Rakesh,

Thank you very much. I missed it. I hadn't "fuser" command on my nodes.
I've just installed it. ZKFC became work properly!

Best regards,
Alexandr

On Tue, Jul 19, 2016 at 5:29 PM, Rakesh Radhakrishnan <rakeshr@apache.org> wrote:
Hi Alexandr,

I could see the following warning message in your logs and is the reason for unsuccessful fencing. Could you please check 'fuser' command execution in your system.

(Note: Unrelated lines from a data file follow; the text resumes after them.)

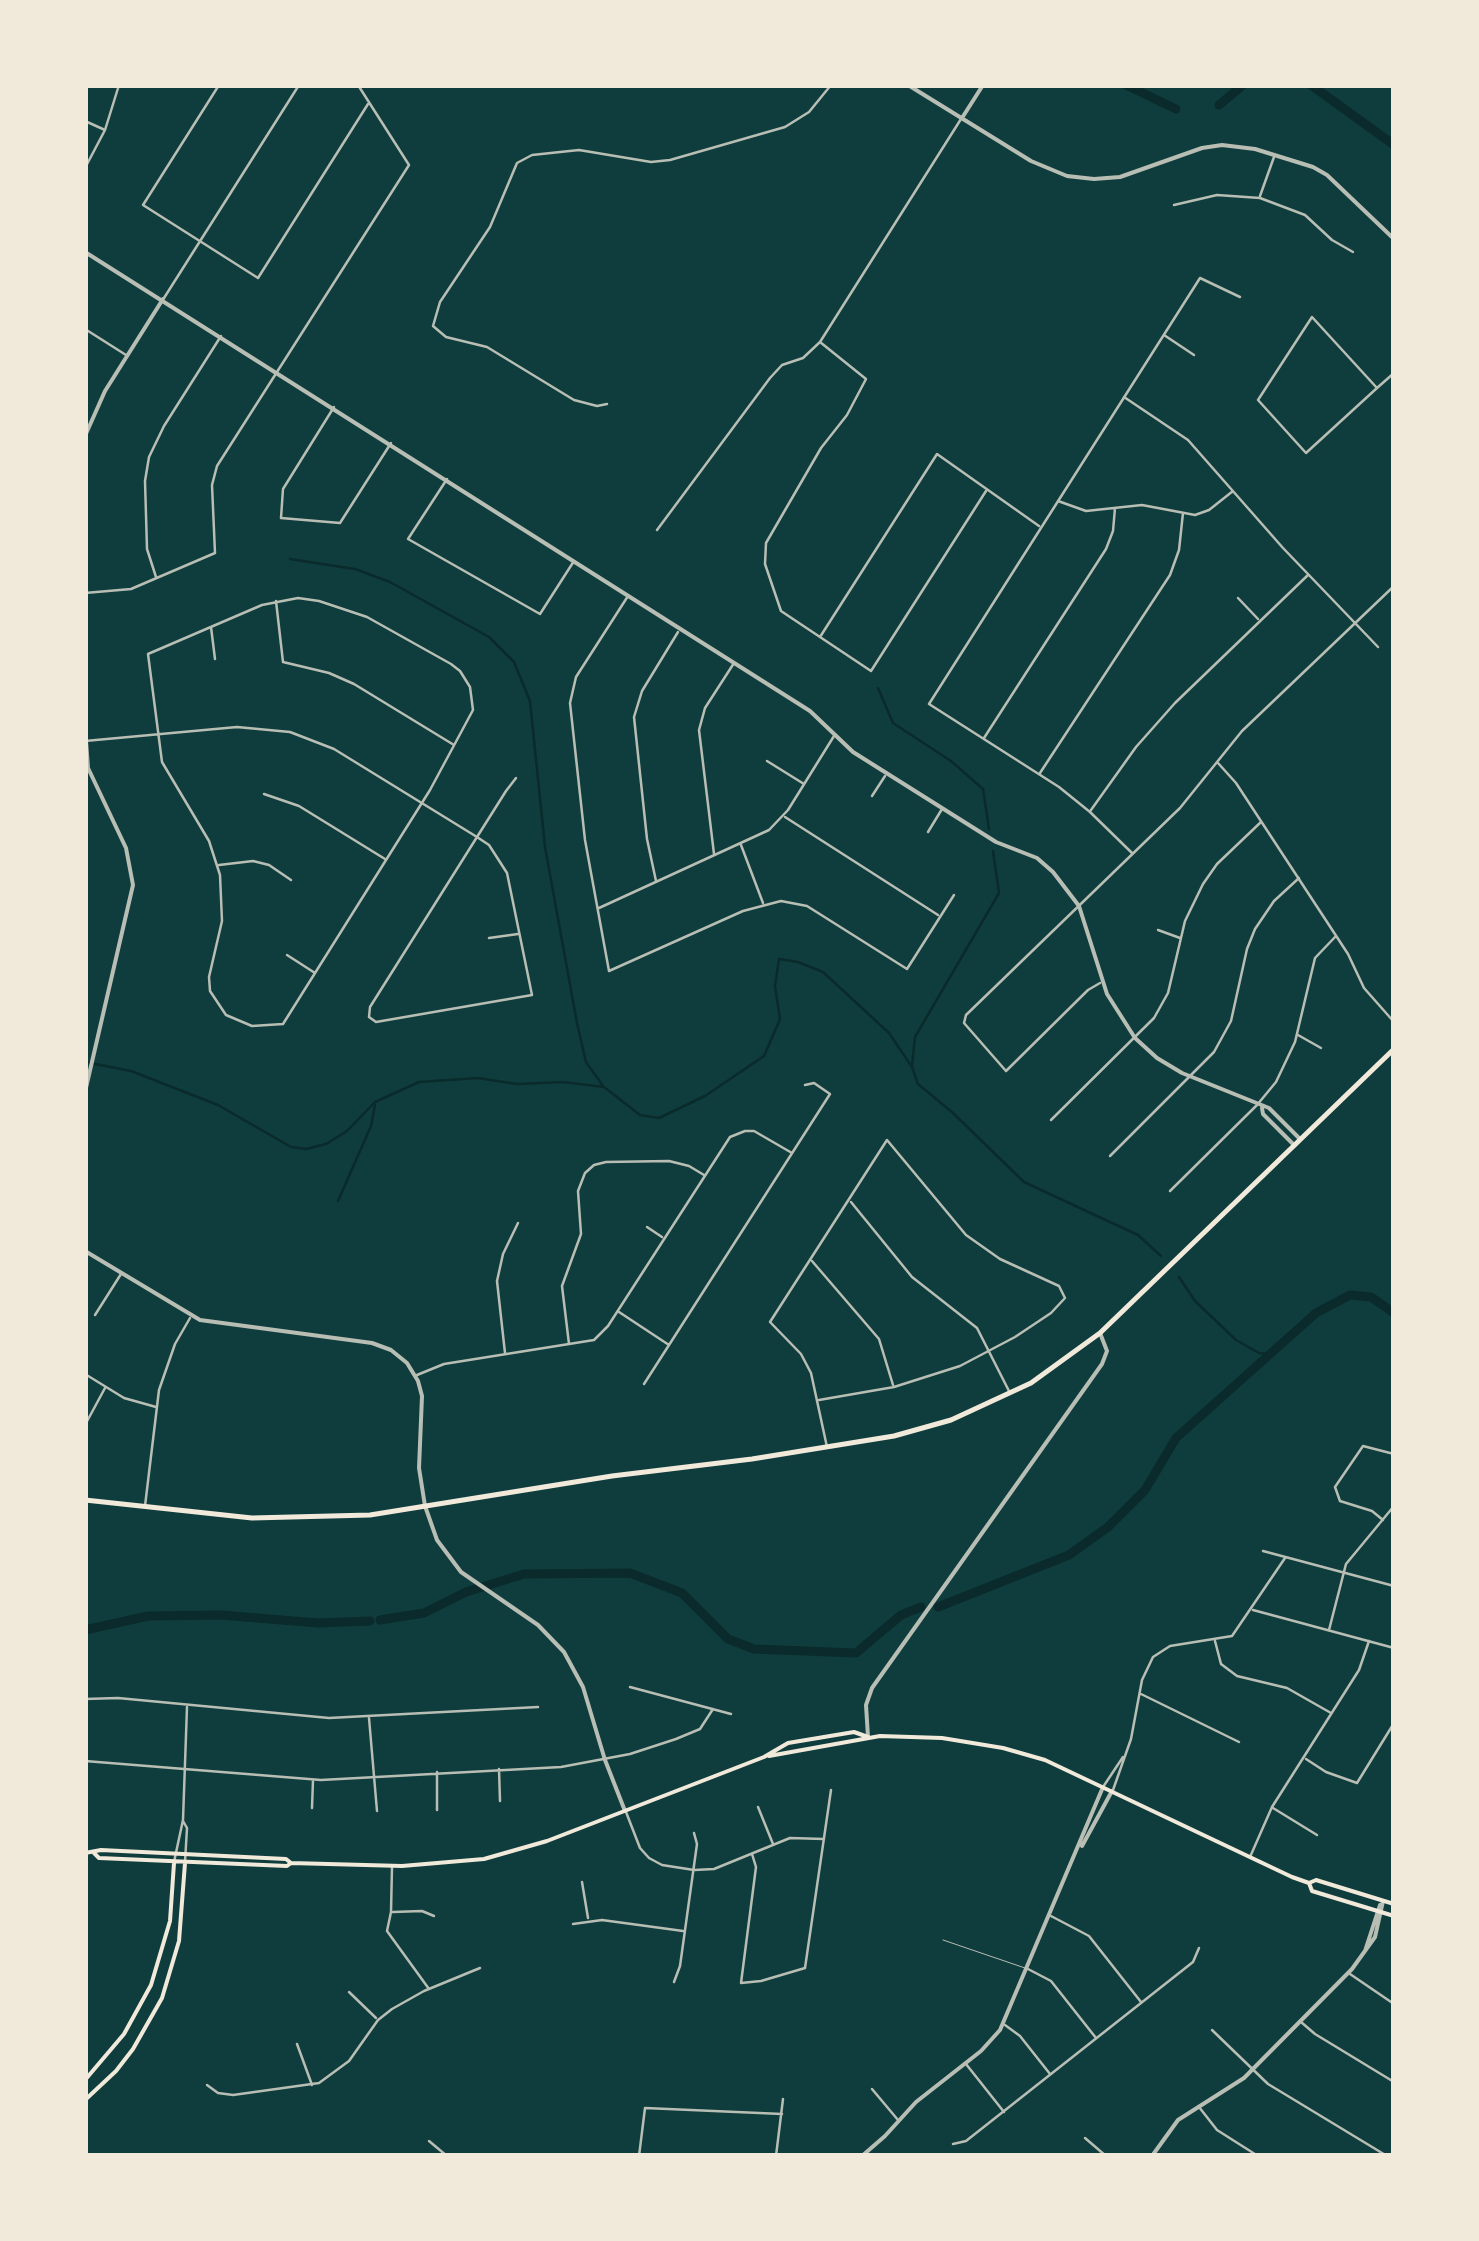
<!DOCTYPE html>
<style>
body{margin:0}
#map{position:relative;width:1479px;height:2241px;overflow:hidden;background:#0f3d3e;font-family:Lato,sans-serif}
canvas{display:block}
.frame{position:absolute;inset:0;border:88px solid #f1e9da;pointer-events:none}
</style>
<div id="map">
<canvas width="1479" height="2241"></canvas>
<div class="frame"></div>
</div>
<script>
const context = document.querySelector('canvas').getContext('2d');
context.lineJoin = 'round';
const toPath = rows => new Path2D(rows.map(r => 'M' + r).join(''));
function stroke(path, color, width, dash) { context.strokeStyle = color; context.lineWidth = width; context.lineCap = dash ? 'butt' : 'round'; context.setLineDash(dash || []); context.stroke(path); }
const stream = toPath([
 [290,559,355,569,390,582,489,637,514,662,530,701,545,847,577,1023,586,1062,603,1086],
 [878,688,893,723,951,761,983,789,989,829],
 [85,1062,131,1071,218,1105,291,1147,306,1149,326,1144,347,1131,375,1102,419,1082,478,1078,517,1084,563,1082,604,1087,640,1115,659,1118,705,1096,764,1056,780,1019,775,986,779,959,798,962,823,972,889,1033,912,1067,918,1084,953,1113,1024,1182,1138,1235,1161,1256],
 [912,1066,915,1037,999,893,993,851],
 [338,1201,371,1126,375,1105],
 [1179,1277,1195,1301,1236,1340,1259,1353,1271,1354]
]);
const river = toPath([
 [1126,85,1176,109],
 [1311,85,1394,145],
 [1219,105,1243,85],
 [938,1607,1069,1555,1108,1527,1145,1490,1176,1438,1316,1313,1350,1295,1371,1297,1394,1313],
 [380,1620,424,1613,466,1592,524,1574,630,1573,682,1593,728,1639,754,1649,856,1653,901,1615,921,1607],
 [85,1630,148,1616,221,1615,318,1623,370,1621]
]);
const service = toPath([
 [943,1940,1025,1968]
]);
const minor = toPath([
 [219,85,143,205,258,278,368,104],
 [85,121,105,130],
 [85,168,105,130,119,85],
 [1260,196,1274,157],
 [1174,205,1217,195,1260,198,1305,215,1332,240,1353,252],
 [164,298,299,85],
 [85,329,126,355],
 [1164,335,1194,355],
 [820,342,866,379,847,415,821,448,766,543,765,564,781,611,871,671,986,491],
 [1377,388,1312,317,1258,400,1306,453,1377,388,1394,373],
 [1124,397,1188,440,1283,548,1378,647],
 [607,404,597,406,574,400,487,347,446,337,433,326,440,302,490,227,517,163,532,155,579,150,651,162,670,160,785,127,809,112,831,85],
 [334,407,283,489,281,518,340,523,391,443],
 [447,479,408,539,540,614,574,561],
 [1058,501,1086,511,1142,505,1195,515,1209,510,1233,491],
 [657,530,770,378,782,365,803,358,820,342,961,119],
 [156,577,147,549,145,481,149,457,164,426,221,336],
 [85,593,131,589,215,553,212,485,217,466,409,165,358,85],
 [628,596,576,677,570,703,585,840,609,971,743,911,781,901,807,906,907,969,954,895],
 [298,598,319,601,367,617,451,664,460,671,470,687,473,710,430,790,283,1024,252,1026,226,1015,210,991,209,977,222,921,220,875,209,841,162,762,148,654,262,605,298,598],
 [1238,598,1258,619],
 [276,601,283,662,329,673,354,684,454,745],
 [211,627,215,659],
 [820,637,937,454,1039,526],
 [984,738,1106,549,1113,531,1115,508],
 [85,741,237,727,290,732,334,749,477,837,489,845,507,873,532,995,376,1022,369,1017,370,1007,477,837,506,791,516,778],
 [767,761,804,784],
 [1218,763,1236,783,1348,954,1364,988,1394,1022],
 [1040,773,1170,575,1179,550,1183,513],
 [264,794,299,806,385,859],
 [872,796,885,776],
 [1091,810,1136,747,1175,703,1308,575],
 [785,817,938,915],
 [928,832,942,809],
 [741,845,763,903],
 [1132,853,1090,812,1059,787,929,704,1200,278,1240,297],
 [714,854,699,730,705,708,734,663],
 [219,865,253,861,269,865,291,880],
 [656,881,647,839,634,717,642,691,678,632],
 [599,908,769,830,788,810,834,736],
 [1158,930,1180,938],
 [489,938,518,934],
 [287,955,315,973],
 [1100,983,1088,990,1006,1071,964,1023,966,1015,1180,808,1242,731,1394,586],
 [1298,1035,1321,1048],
 [1051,1120,1154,1018,1168,993,1185,921,1203,884,1217,864,1261,822],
 [1110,1156,1214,1052,1231,1021,1247,949,1255,929,1274,901,1299,878],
 [1170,1191,1257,1105,1276,1082,1295,1042,1315,958,1336,936],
 [851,1202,912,1277,977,1328,1010,1393],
 [647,1227,662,1237],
 [812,1261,879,1339,893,1385],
 [619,1312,669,1345],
 [95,1315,121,1274],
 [569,1344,562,1286,581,1234,578,1191,585,1173,594,1165,606,1162,669,1161,689,1166,704,1175],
 [505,1353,497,1281,503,1254,518,1223],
 [85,1374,124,1398,156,1407],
 [417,1375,444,1364,594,1340,608,1326,730,1137,745,1131,754,1131,792,1153],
 [644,1384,830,1094,814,1083,805,1085],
 [819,1400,894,1387,960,1366,1015,1337,1051,1313,1065,1298,1059,1286,1000,1259,966,1235,887,1140,770,1322,801,1354,811,1373,827,1447],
 [85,1425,105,1388],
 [145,1506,159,1390,175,1344,190,1318],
 [1383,1520,1372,1511,1340,1501,1335,1487,1363,1446,1394,1454],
 [1263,1551,1394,1586],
 [1253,1610,1394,1648],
 [1329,1630,1346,1564,1394,1506],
 [1215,1641,1221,1664,1237,1676,1287,1688,1331,1713],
 [630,1687,731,1714],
 [1141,1694,1239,1742],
 [85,1699,118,1698,329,1718,538,1707],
 [369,1718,377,1811],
 [1306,1759,1326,1772,1357,1783,1394,1723],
 [85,1761,321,1780,561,1767,630,1754,676,1739,700,1729,713,1709],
 [499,1769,500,1801],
 [1103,1787,1123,1757],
 [1113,1790,1131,1739,1142,1680,1153,1657,1170,1646,1232,1636,1285,1558],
 [758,1807,773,1844],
 [312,1808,313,1780],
 [1273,1808,1317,1835],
 [437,1810,437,1772],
 [626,1812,640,1848,649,1858,662,1865,694,1870,714,1869,790,1838,824,1839],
 [183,1821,187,1828,185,1862],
 [752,1854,756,1867,741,1983,761,1981,805,1968,831,1790],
 [1250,1857,1272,1807,1359,1670,1369,1641],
 [174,1862,183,1820,187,1707],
 [392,1867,391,1912,387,1931,429,1989],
 [582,1882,588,1918],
 [393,1912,422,1911,434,1916],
 [1051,1916,1089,1936,1141,2002],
 [573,1924,602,1920,683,1931],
 [1028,1969,1051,1981,1096,2038],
 [1350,1974,1394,2004],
 [674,1982,680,1966,697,1844,694,1833],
 [349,1992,376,2018],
 [1301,2022,1315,2034,1394,2082],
 [1005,2025,1020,2036,1050,2074],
 [1212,2030,1268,2084,1387,2156],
 [297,2044,312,2085],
 [966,2064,1004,2112],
 [207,2085,218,2093,233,2095,319,2083,349,2061,378,2020,392,2009,424,1991,480,1968],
 [872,2089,898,2120],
 [1199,2107,1217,2130,1258,2156],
 [1085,2138,1106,2156],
 [429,2141,447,2156],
 [953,2144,966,2141,1193,1962,1199,1948],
 [639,2156,645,2108,782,2114],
 [776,2156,783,2099]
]);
const tertiary = toPath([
 [908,85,1031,161,1067,176,1094,179,1120,177,1202,148,1222,145,1255,149,1313,167,1327,175,1394,239],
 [962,118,983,85],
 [85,252,810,711,853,752,996,842,1037,858,1053,872,1079,906,1107,994,1135,1038,1157,1058,1182,1073,1269,1108,1299,1138],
 [85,436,105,391,163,299],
 [85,727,88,768,126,848,133,885,85,1092],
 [1262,1108,1263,1114,1293,1144],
 [85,1251,200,1320,372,1343,391,1350,407,1363,418,1381,422,1396,419,1468,425,1506,437,1540,461,1572,538,1625,564,1652,583,1687,605,1760,625,1811],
 [868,1737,866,1705,872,1688,1102,1364,1107,1351,1100,1333],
 [1082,1846,1112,1791],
 [1365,1951,1380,1905],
 [862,2156,885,2136,916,2102,981,2051,1000,2030,1103,1787],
 [1152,2156,1178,2120,1244,2078,1352,1969,1375,1937,1383,1901]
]);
const secondary = toPath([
 [769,1756,880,1736,942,1738,1003,1748,1045,1760,1292,1877,1309,1883,1316,1880,1394,1904],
 [85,1853,101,1850,286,1859,291,1863],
 [94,1853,99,1858,287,1866,291,1863,402,1866,484,1859,547,1841,764,1757,788,1743,854,1732,868,1737],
 [1309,1883,1312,1891,1394,1916],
 [85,2080,124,2034,151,1985,170,1921,174,1863],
 [85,2100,116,2071,133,2049,162,1998,179,1941,185,1863]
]);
const primary = toPath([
 [85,1500,252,1518,370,1515,612,1476,752,1459,894,1436,951,1420,1031,1383,1100,1333,1394,1049]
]);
stroke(stream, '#0a2a2b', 2.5);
stroke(river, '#0a2a2b', 9);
stroke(service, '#b8beb3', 1);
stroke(minor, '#b8beb3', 2.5);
stroke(tertiary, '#b8beb3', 4);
stroke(secondary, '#f1e9da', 4);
stroke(primary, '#f1e9da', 5);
</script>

2016-07-19 14:43:23,705 WARN org.apache.hadoop.ha.SshFenceByTcpPort: PATH=$PATH:/sbin:/usr/sbin fuser -v -k -n tcp 8020 via ssh: bash: fuser: command not found
2016-07-19 14:43:23,706 INFO org.apache.hadoop.ha.SshFenceByTcpPort: rc: 127
2016-07-19 14:43:23,706 INFO org.apache.hadoop.ha.SshFenceByTcpPort.jsch: Disconnecting from hadoopActiveMaster port 22

Also, I'd suggest to visit https://hadoop.apache.org/docs/r2.7.2/hadoop-project-dist/hadoop-hdfs/HDFSHighAvailabilityWithQJM.html page to understand more about the fencing logic. In this page you can search for "dfs.ha.fencing.methods" configuration.

Regards,
Rakesh

On Tue, Jul 19, 2016 at 7:22 PM, Alexandr Porunov <alexandr.porunov@gmail.com> wrote:
Hello, 

I have a problem with ZKFC.
I have configured High Availability for Hadoop with QJM.
The problem is that when I turn off the active master node (or kill the namenode process) standby node does not want to change its status from standby to active. So it continues to be the standby node.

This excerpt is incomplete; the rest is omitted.